*EXERCISE*:
Copy out all lines of the material below in which "strokeStyle" occurs.

▬▬▬▬▬▬▬▬▬▬

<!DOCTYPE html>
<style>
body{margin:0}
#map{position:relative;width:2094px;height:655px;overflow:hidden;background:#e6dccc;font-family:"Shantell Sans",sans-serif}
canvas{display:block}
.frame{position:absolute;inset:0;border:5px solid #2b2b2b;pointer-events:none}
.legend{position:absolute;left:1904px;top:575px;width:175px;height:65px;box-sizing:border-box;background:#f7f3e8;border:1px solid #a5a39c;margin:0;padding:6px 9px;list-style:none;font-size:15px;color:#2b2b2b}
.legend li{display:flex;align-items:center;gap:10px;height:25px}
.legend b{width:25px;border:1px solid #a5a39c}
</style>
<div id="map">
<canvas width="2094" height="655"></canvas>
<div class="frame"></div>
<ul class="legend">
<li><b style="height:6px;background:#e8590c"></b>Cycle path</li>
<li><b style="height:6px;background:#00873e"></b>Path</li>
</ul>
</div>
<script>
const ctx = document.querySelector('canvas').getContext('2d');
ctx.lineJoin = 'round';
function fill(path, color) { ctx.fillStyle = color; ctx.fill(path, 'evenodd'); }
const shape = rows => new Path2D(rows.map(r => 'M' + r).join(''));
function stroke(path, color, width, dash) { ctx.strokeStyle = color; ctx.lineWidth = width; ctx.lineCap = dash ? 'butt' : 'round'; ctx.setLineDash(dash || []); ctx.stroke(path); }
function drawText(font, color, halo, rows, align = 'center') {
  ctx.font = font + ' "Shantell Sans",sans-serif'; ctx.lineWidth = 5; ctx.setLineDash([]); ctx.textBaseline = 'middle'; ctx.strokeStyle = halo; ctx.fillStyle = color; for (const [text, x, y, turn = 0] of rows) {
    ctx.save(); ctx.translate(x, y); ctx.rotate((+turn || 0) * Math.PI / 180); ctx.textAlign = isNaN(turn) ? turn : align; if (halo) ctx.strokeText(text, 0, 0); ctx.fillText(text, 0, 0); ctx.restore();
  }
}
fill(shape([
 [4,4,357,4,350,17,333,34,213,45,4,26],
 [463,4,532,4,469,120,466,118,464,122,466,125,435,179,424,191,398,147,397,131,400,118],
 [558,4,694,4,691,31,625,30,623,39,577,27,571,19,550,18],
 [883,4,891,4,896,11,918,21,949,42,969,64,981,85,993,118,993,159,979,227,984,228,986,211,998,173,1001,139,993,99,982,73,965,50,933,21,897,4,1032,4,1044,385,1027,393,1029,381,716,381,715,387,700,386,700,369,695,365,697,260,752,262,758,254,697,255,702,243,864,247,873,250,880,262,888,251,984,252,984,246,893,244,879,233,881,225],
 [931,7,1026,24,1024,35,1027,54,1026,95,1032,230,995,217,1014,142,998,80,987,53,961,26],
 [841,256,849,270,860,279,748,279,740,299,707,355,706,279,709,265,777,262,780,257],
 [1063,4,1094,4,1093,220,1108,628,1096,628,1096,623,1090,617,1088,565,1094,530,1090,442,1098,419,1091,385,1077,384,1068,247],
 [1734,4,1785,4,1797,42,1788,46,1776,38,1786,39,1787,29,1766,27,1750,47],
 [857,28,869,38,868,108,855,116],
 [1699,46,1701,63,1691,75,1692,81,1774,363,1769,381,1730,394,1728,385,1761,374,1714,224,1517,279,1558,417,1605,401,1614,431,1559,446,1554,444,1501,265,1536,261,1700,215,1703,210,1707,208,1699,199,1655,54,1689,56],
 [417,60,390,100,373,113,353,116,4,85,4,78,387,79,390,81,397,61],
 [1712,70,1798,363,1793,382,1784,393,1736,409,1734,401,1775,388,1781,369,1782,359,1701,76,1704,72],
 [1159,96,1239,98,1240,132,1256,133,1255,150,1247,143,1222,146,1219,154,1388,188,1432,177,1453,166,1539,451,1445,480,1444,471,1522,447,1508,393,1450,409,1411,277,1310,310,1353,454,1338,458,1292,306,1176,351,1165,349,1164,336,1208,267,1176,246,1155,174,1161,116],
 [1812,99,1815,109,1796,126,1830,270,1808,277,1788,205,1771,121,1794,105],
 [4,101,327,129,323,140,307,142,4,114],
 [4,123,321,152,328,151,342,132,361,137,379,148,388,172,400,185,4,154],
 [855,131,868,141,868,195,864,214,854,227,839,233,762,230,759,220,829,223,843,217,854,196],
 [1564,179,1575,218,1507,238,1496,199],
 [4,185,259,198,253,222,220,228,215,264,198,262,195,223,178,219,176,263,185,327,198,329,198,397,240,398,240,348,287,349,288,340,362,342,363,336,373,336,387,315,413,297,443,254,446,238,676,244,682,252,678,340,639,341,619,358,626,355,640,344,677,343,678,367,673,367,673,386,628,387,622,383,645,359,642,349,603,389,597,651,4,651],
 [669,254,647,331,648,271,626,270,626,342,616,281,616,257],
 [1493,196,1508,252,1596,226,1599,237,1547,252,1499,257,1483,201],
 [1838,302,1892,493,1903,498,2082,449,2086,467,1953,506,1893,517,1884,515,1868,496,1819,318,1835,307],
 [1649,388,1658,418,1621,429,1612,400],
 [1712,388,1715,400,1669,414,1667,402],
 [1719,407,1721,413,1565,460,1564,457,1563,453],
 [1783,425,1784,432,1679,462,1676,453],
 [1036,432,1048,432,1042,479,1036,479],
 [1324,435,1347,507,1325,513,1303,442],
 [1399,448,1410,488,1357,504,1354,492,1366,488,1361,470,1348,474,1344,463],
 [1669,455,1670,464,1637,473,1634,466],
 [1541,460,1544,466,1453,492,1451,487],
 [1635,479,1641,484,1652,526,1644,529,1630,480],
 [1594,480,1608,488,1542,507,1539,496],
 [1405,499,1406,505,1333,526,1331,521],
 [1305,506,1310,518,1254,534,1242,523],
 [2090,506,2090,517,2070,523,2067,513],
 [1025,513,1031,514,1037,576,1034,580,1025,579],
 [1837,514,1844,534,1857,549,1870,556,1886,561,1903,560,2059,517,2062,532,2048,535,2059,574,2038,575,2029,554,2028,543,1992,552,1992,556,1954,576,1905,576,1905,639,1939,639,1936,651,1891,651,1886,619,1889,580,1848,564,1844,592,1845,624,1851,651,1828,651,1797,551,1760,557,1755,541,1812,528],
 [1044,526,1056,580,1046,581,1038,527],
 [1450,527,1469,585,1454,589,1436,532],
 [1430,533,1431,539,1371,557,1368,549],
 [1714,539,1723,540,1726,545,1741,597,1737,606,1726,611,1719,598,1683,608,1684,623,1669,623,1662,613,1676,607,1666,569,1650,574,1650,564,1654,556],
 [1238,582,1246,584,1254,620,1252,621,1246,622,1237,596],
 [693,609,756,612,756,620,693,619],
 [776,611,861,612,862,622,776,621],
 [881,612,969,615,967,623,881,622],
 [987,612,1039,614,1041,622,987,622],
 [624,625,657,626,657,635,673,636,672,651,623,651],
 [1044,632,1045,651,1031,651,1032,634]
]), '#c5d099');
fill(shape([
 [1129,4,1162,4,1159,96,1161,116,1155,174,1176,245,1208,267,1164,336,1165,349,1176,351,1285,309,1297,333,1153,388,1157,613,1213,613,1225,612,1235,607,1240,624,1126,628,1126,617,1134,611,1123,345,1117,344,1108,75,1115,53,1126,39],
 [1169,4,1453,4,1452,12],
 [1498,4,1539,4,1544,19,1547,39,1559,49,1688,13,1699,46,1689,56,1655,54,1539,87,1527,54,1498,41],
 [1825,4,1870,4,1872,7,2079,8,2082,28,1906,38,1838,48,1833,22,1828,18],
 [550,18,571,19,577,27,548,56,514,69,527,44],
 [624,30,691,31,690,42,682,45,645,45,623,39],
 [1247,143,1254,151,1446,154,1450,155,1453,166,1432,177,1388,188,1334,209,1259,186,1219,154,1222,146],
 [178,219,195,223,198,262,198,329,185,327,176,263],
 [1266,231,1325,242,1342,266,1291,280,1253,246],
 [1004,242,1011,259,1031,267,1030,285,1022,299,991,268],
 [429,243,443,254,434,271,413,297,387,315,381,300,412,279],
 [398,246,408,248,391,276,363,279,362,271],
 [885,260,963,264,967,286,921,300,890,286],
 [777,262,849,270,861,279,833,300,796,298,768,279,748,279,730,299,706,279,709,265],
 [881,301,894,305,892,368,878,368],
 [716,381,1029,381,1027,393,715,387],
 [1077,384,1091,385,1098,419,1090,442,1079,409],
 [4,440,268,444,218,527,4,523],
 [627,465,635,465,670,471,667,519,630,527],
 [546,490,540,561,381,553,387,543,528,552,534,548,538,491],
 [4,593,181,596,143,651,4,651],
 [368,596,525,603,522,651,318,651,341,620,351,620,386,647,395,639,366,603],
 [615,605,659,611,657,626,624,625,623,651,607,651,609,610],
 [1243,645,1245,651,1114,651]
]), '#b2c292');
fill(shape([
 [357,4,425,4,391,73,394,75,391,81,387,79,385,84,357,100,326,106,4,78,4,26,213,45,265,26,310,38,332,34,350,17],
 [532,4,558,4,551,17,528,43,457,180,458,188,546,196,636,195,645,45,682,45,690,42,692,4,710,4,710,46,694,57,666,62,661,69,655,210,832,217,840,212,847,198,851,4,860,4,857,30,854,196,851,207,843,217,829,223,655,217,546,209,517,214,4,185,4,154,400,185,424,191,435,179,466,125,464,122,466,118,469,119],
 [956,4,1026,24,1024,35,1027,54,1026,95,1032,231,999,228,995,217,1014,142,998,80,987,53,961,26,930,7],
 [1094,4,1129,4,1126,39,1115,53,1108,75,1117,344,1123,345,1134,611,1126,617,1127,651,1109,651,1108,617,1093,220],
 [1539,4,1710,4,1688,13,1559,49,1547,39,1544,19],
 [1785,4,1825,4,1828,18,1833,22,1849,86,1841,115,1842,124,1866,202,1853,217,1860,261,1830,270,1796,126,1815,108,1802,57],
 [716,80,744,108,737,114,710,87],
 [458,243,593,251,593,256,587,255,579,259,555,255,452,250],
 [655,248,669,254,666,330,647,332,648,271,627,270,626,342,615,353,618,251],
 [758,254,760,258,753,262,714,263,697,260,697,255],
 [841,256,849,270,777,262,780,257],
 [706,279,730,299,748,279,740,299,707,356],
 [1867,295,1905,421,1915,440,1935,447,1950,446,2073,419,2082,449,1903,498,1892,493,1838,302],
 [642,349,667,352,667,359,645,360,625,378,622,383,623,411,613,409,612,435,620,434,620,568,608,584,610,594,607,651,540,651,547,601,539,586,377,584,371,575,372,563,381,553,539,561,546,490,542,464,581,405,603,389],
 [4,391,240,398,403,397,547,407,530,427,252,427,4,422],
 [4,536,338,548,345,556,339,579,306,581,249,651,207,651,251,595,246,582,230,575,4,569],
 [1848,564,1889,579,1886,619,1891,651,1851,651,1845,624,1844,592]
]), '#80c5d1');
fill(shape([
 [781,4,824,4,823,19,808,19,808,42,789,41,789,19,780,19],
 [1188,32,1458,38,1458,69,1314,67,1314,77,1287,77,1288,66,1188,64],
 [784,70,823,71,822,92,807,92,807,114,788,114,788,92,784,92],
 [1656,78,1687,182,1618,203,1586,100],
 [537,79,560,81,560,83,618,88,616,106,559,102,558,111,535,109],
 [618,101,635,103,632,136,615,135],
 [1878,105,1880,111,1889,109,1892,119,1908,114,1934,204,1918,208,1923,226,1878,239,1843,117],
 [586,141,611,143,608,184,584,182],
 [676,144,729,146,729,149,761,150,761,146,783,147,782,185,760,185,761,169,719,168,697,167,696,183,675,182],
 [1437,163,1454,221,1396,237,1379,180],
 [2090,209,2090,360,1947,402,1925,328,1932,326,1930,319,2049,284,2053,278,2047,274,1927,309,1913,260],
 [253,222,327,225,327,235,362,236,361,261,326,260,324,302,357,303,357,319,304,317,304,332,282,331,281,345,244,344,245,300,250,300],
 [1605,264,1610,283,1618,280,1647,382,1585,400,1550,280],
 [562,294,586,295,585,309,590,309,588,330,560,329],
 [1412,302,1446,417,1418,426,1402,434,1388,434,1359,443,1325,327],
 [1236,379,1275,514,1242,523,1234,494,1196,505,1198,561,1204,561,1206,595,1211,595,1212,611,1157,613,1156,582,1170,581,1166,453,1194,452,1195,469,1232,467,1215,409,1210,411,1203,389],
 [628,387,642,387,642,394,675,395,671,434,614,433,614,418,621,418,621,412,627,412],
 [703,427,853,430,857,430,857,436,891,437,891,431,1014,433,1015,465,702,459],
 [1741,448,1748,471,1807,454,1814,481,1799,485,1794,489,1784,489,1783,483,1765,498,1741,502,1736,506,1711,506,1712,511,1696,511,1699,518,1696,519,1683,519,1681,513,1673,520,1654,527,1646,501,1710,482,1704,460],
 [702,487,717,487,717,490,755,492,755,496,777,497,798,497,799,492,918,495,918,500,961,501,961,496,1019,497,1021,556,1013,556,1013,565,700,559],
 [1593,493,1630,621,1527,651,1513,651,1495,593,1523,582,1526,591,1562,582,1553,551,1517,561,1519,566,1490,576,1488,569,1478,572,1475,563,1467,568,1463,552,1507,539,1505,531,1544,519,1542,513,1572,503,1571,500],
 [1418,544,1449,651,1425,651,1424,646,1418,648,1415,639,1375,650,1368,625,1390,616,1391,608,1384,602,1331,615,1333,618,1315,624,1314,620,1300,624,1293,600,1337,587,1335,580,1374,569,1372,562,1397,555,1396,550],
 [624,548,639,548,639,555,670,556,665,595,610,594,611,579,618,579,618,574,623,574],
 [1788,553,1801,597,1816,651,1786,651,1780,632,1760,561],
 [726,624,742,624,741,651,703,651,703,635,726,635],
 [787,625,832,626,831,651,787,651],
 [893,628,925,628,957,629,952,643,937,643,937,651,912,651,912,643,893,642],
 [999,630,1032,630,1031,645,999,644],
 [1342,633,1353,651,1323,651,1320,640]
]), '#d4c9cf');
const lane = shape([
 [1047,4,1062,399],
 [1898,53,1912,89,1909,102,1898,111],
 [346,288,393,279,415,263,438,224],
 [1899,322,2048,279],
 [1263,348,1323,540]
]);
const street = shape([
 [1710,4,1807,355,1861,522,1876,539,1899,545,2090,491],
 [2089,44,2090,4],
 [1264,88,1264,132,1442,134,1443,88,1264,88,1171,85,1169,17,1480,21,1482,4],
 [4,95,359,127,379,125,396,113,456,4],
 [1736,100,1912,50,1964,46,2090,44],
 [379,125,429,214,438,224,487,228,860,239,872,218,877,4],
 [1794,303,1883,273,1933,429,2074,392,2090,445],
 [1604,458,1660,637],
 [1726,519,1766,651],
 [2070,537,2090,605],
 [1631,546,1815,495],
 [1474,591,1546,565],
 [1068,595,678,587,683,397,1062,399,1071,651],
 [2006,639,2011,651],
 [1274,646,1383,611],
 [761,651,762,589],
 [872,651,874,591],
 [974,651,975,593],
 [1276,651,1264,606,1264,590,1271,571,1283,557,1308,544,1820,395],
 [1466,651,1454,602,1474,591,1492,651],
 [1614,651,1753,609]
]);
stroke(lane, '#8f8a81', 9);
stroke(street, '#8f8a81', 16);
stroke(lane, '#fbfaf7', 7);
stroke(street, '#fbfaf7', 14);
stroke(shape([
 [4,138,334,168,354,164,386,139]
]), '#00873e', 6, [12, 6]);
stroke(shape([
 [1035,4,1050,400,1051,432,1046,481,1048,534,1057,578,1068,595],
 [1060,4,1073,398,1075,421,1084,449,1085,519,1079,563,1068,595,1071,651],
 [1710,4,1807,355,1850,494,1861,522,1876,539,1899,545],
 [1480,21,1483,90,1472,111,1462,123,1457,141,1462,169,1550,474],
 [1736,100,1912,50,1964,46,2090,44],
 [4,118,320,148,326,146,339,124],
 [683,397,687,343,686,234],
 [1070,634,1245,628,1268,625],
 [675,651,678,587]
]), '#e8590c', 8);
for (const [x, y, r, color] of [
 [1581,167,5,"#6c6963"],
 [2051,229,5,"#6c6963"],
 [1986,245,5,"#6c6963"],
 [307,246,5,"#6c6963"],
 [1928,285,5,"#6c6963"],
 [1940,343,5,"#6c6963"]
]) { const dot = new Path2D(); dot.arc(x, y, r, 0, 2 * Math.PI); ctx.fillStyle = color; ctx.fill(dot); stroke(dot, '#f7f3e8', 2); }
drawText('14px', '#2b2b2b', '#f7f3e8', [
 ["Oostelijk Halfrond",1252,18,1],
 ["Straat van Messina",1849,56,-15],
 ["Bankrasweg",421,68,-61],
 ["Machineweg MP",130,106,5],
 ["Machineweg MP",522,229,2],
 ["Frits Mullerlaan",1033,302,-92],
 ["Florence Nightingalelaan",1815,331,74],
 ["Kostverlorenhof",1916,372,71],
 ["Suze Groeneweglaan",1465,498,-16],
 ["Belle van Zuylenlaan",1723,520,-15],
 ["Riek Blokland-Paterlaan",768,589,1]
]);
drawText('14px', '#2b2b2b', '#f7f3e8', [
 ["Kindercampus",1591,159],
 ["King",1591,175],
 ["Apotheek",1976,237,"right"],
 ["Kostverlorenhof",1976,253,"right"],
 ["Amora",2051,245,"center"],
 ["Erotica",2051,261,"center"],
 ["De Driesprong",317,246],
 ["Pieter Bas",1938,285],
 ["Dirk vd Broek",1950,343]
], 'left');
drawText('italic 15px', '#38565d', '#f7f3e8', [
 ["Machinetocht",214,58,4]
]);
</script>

▬▬▬▬▬▬▬▬▬▬

*ANSWER SPACE*:
function stroke(path, color, width, dash) { ctx.strokeStyle = color; ctx.lineWidth = width; ctx.lineCap = dash ? 'butt' : 'round'; ctx.setLineDash(dash || []); ctx.stroke(path); }
  ctx.font = font + ' "Shantell Sans",sans-serif'; ctx.lineWidth = 5; ctx.setLineDash([]); ctx.textBaseline = 'middle'; ctx.strokeStyle = halo; ctx.fillStyle = color; for (const [text, x, y, turn = 0] of rows) {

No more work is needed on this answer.